As mentioned a gazillion times, one of the reasons I blog is to help me keep track of what's going. I finally figured out the big three on-shore oil plays in the US and mentioned them as my lead story at this past week's "Top Stories."
So, it was very rewarding to see the linked Oil & Gas Journal say the same thing today:
Over the next 2 years, drilling in tight oil plays in the onshore Williston, Western Gulf, and Permian basins will contribute to the rapid growth of US crude oil production. Projected production is expected to climb to 7.3 million b/d in 2013 and to 7.9 million b/d in 2014 from an average 6.5 million b/d in 2012. Growing domestic crude oil production has helped to lower crude oil imports. US crude oil gross imports are expected to be exceeded by domestic production as early as yearend.Yes, those are the the big three -- the Williston Basin, the Western Gulf Basin, and the Permian Basin -- and I finally get it.

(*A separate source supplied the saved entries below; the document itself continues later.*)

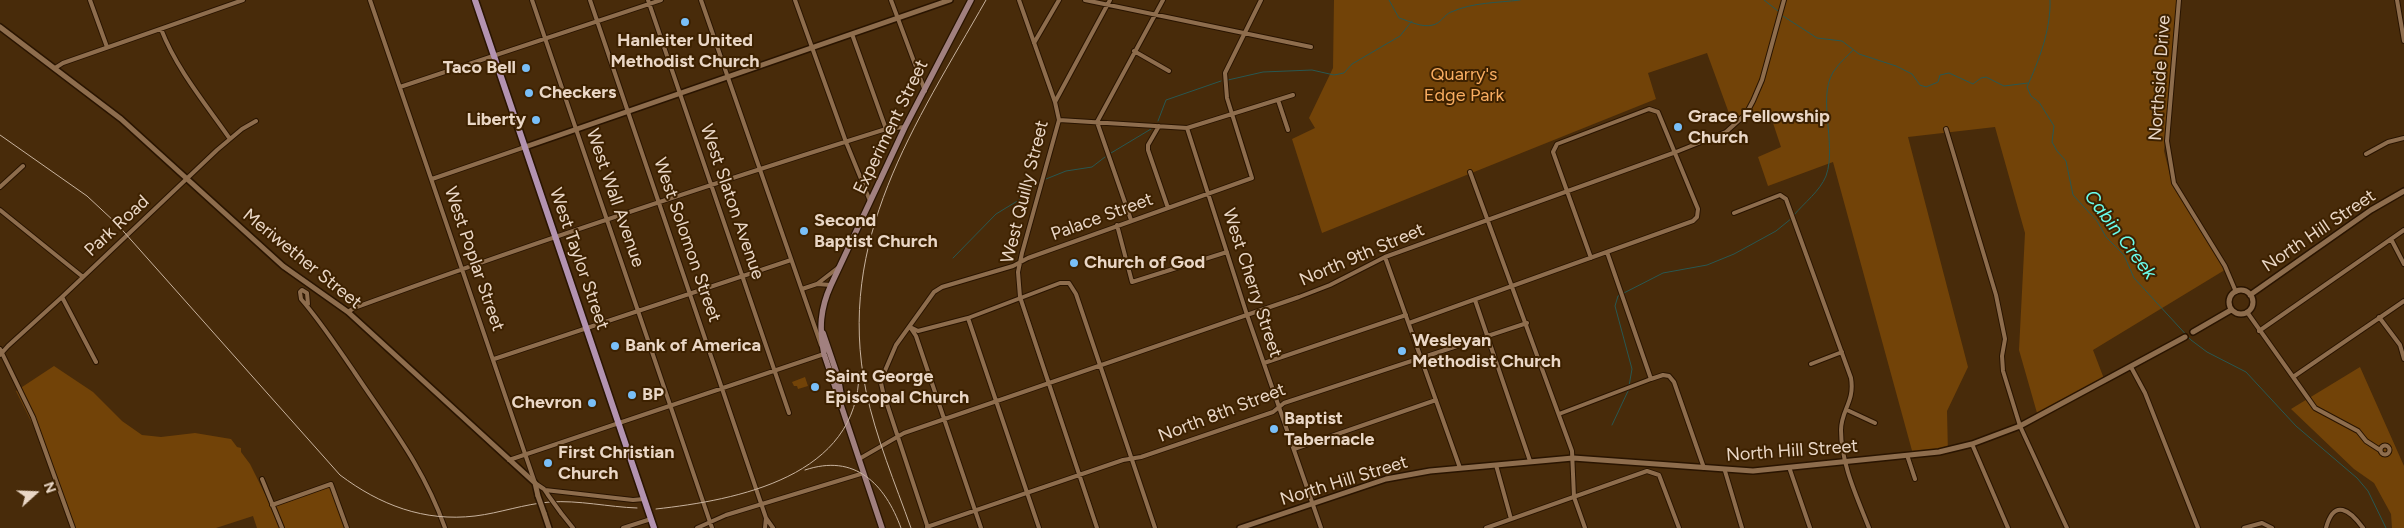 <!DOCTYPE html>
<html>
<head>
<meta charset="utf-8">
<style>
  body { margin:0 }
  #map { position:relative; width:2404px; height:528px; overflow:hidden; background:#482b0a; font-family:Figtree,sans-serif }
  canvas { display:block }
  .north { position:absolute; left:10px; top:468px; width:50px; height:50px; -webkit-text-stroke:4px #3d2100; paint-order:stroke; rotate:70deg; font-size:14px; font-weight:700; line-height:20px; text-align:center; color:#ead7c6 }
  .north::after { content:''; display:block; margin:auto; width:18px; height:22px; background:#ead7c6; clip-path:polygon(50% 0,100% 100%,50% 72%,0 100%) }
</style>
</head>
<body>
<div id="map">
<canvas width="2404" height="528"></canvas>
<div class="north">N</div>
</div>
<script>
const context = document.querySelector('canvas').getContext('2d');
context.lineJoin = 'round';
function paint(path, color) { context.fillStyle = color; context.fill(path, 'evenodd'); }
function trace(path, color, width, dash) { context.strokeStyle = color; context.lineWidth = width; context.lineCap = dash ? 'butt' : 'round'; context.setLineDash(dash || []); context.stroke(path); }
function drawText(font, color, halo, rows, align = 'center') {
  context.font = font + ' Figtree,sans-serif'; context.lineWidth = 4; context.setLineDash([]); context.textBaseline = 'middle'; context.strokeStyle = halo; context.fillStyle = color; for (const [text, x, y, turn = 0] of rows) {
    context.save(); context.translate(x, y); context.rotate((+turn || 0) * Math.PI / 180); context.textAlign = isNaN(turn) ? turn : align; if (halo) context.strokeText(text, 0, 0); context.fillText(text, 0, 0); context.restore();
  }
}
paint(new Path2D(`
  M1334,0h846l-16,151 7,28 57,89 -135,82 13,34 -67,36 -20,-70 6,-117 -30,-106 -87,10 60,230 -21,44 1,43 -34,4 -81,-296 -65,24 -10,-29 23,-10 -8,-24 -23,-10 -16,14 -27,-74 -59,20 8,26 -334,134 -30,-94 23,-11 -6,-10 24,-50z
  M54,366l39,26 29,29 20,14 19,2 34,-4 36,6 6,8 4,1v4l9,12 21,42 60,-22 16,44h-90l-4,-12 -37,12h-146l-25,-79 -29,-58z
  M2360,367l44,99v62h-12l-1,-14 -17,-31 -20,-14 -63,-60z
  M805,377l3,9 -10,3 -1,-3h-3l-2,-4z`), '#724308');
trace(new Path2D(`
  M1389,0l10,18c11,3 22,10 34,7 8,-2 11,-10 18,-13 23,-10 46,-9 69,-12
  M1764,0l14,11
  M2050,0c1,30 -11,60 -23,87l4,9 8,6 15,24 -2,16 5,9 9,10 7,34 24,26 9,16 18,18 10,23 57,62 16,12 39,20 50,54 61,52 11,13 18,37
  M1783,16l34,22 25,3 17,13 37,12 16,8 8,11 6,2 12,-5 2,-7 9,-2 24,11 8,-6 5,-1 18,9 24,-3
  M1228,80l35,-8 49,-2 22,5 10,-2 8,-9 48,-28 12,-15
  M1158,121l8,-21 55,-19
  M1111,153l40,-24
  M1046,179l20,-8 26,-4 13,-10
  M1794,215c10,-12 26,-24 32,-39 12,-33 -12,-84 11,-109 4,-6 11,-11 16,-17
  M953,258l43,-44 23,-14 19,-17
  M1629,386l3,-17 -17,-63 3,-10 45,-23 44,-8 27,-11 42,-23 16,-13
  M1612,425l17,-36`), '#295852', 1);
const minor = new Path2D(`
  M90,0l17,47
  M370,0l165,483 9,6 4,6
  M532,0l180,528
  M590,0l176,518 7,10
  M648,0l141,413
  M701,0l120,345
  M795,0l51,142 24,59
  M891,0l34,91
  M1019,0l36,102 4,18 -37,133 -4,19 2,25 77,231
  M1085,0l226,47
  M2179,0l-12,141 7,42 51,83 11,26
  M2397,0l7,41
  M161,29c16,41 44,74 69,110
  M852,34l34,95
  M1034,43l25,-43
  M1134,51l35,20
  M55,68l8,-5 180,-63
  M400,87l261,-87
  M1278,100l10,30
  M1055,102l55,-102
  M1059,120l128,8 106,-33
  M1159,126l-11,19v5l20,58
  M1187,128l60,187 74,213
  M1946,129l50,166 9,44 -3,17 1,15 17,55 47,102
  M2366,154l22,-12 16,-4
  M1470,172l102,279 2,46 11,31
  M432,179l93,-32
  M0,187l23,-21
  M0,210l83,67
  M1734,213l46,-18 6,4 65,179c4,24 -10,32 -10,52 0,34 16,67 28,98
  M1131,220l-34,-98 66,-122
  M1117,225l15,57 95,-30
  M2391,239l13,25
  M1607,252l44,127
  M1385,257l75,211
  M817,284l14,1
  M802,289l15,-5 22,-17
  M62,297l34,65
  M1475,300l55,161
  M308,304l-1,-11 -5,-3 -2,2 1,7c20,23 36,48 54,74 36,54 68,93 90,155
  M348,312l6,-4c175,-64 354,-123 532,-179l19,-2
  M2247,312l68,96 43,23 8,10 14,9
  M2379,317l21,28 4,14
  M968,318l71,210
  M1409,323l284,-102 4,-4 1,-8 -40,-97 -9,-3 -92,35 -4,8 38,106
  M910,327l8,4 50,-13 92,-35h9l7,11 79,234
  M910,327l6,9 65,192
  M2259,331l145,-101
  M0,349l33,68 40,111
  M0,355l8,-9 54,-49 155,-147 25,-21 14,-8
  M494,359l297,-99
  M1264,363l142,-48
  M1811,364l31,-12
  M2131,367l14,26 53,135
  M2293,377l111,-76
  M1847,410l28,13
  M1559,414l92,-35 12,-4 6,1 5,6 30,86
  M1972,444l36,84
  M2380.5 450a4.5 4.5 0 1 1 9 0a4.5 4.5 0 1 1-9 0Z
  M1294,449l142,-49
  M1907,455l8,24
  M859,459l45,-26 395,-136 31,-12 55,-28 291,-105 50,-20 20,-18 7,-13 9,-21 22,-80
  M509,460l315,-106
  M1496,465l15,54
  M1789,467l21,61
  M1725,471l17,57
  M262,479l20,49
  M545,490l88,10 11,-1
  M272,505l59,-21 16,44
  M561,513l12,15
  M927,527l196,-67 18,-3 132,-45 11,-9 243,-80
  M623,528l28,-9
  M697,528l29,-13 138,-42
  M765,528l1,-10
  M928,528l-45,-136 -2,-9 3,-10 12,-28 38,-53 8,-5 71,-21 15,-8 224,-80 -25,-80 -2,-25 36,-73
  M1486,528l161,-57 12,4 20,53
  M2244,528l18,-5 10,5
  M2326,528c8,-30 24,-18 37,0`);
const tertiary = new Path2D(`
  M0,27l121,92 162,147 65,46 187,171 3,13
  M525,147l425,-147
  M2229 302a12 12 0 1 1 24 0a12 12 0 1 1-24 0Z
  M2250,295l121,-85 33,-19
  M2193,332l38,-22
  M544,513l5,15
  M1240,528l146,-49 44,-8 143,-13 180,13 186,-19 33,-8 48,-18 165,-89`);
const secondary = new Path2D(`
  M823,333l15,44 3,17
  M882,528l-58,-174c-5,-25 -4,-45 7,-69l74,-158 66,-127`);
const primary = new Path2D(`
  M475,0l179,528`);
trace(minor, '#291400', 6);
trace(tertiary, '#291400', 8);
trace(secondary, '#291400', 8);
trace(primary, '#291400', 9);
trace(minor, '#8e6d4d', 4);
trace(tertiary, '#8e6d4d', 5);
trace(secondary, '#a1807f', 5.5);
trace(primary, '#b393b1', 6);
trace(new Path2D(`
  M0,135l87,61 29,27 224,252c40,30 84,47 135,41 25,-3 49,-12 75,-14 29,-2 58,5 87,6
  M805,470c50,-17 80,14 96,58
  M656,509c81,-9 203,-32 203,-137
  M911,528c-16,-45 -35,-90 -45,-137 -31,-151 49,-266 120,-391`), '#c8b39f', 1);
const minorBridge = new Path2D(`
  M548,495l13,18`);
const tertiaryBridge = new Path2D(`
  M538,496l6,17`);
trace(minorBridge, '#291400', 6, []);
trace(tertiaryBridge, '#291400', 8, []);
trace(minorBridge, '#8e6d4d', 4);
trace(tertiaryBridge, '#8e6d4d', 5);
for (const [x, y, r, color] of [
  [685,22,5,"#79bff8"],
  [526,68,5,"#79bff8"],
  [529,93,5,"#79bff8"],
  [536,120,5,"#79bff8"],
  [1678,127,5,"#79bff8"],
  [804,231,5,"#79bff8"],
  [1074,263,5,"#79bff8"],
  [615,346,5,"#79bff8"],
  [1402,351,5,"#79bff8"],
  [815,387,5,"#79bff8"],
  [632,395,5,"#79bff8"],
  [592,403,5,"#79bff8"],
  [1274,429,5,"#79bff8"],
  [548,463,5,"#79bff8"]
]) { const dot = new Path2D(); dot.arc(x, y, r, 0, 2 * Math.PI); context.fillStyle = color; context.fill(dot); trace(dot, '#3d2100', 2); }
drawText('bold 18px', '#ead7c6', '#3d2100', [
  ["Hanleiter United",685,41,"center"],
  ["Methodist Church",685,62,"center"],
  ["Taco Bell",516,68,"right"],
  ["Checkers",539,93],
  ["Grace Fellowship",1688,117],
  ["Church",1688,138],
  ["Liberty",526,120,"right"],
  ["Second",814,221],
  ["Baptist Church",814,242],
  ["Church of God",1084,263],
  ["Wesleyan",1412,341],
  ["Methodist Church",1412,362],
  ["Bank of America",625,346],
  ["Saint George",825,377],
  ["Episcopal Church",825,398],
  ["BP",642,395],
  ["Chevron",582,403,"right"],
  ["Baptist",1284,419],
  ["Tabernacle",1284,440],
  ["First Christian",558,453],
  ["Church",558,474]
], 'left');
drawText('18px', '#faae61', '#3d2100', [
  ["Quarry's",1464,75],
  ["Edge Park",1464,96]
]);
drawText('18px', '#ead7c6', '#3d2100', [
  ["Northside Drive",2160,78,-86],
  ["Experiment Street",891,127,-64],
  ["West Quilly Street",1025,192,-76],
  ["West Wall Avenue",615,198,71],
  ["West Slaton Avenue",732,202,71],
  ["Palace Street",1102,217,-20],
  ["Park Road",117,226,-43],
  ["North Hill Street",2319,231,-34],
  ["West Solomon Street",687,240,71],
  ["North 9th Street",1362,255,-23],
  ["Meriwether Street",302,259,39],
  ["West Poplar Street",474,259,71],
  ["West Taylor Street",579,259,71],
  ["West Cherry Street",1252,283,72],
  ["North 8th Street",1222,413,-21],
  ["North Hill Street",1792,451,-4],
  ["North Hill Street",1344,481,-17]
]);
drawText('italic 19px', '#6afeed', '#3d2100', [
  ["Cabin Creek",2120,235,53]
]);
</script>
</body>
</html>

But did you notice what was slipped into the middle of that very long linked article? US crude oil gross imports are expected to be exceeded by domestic production as early as year-end. This year, folks, by the end of this year, domestic production could exceed gross imports and that would include Canadian imports, I suppose. I don't know if the EIA forecast is based on an approved Keystone XL or not.
Today's events in Boston should remind us this is a very dangerous world, folks are out to destroy the American way of life, and politicians need to get over their petty politics, and ensure the security of the US and its allies. And part of that includes a safe and secure oil and gas industry, and that includes big pipelines, like the Sandpiper and the Keystone XL.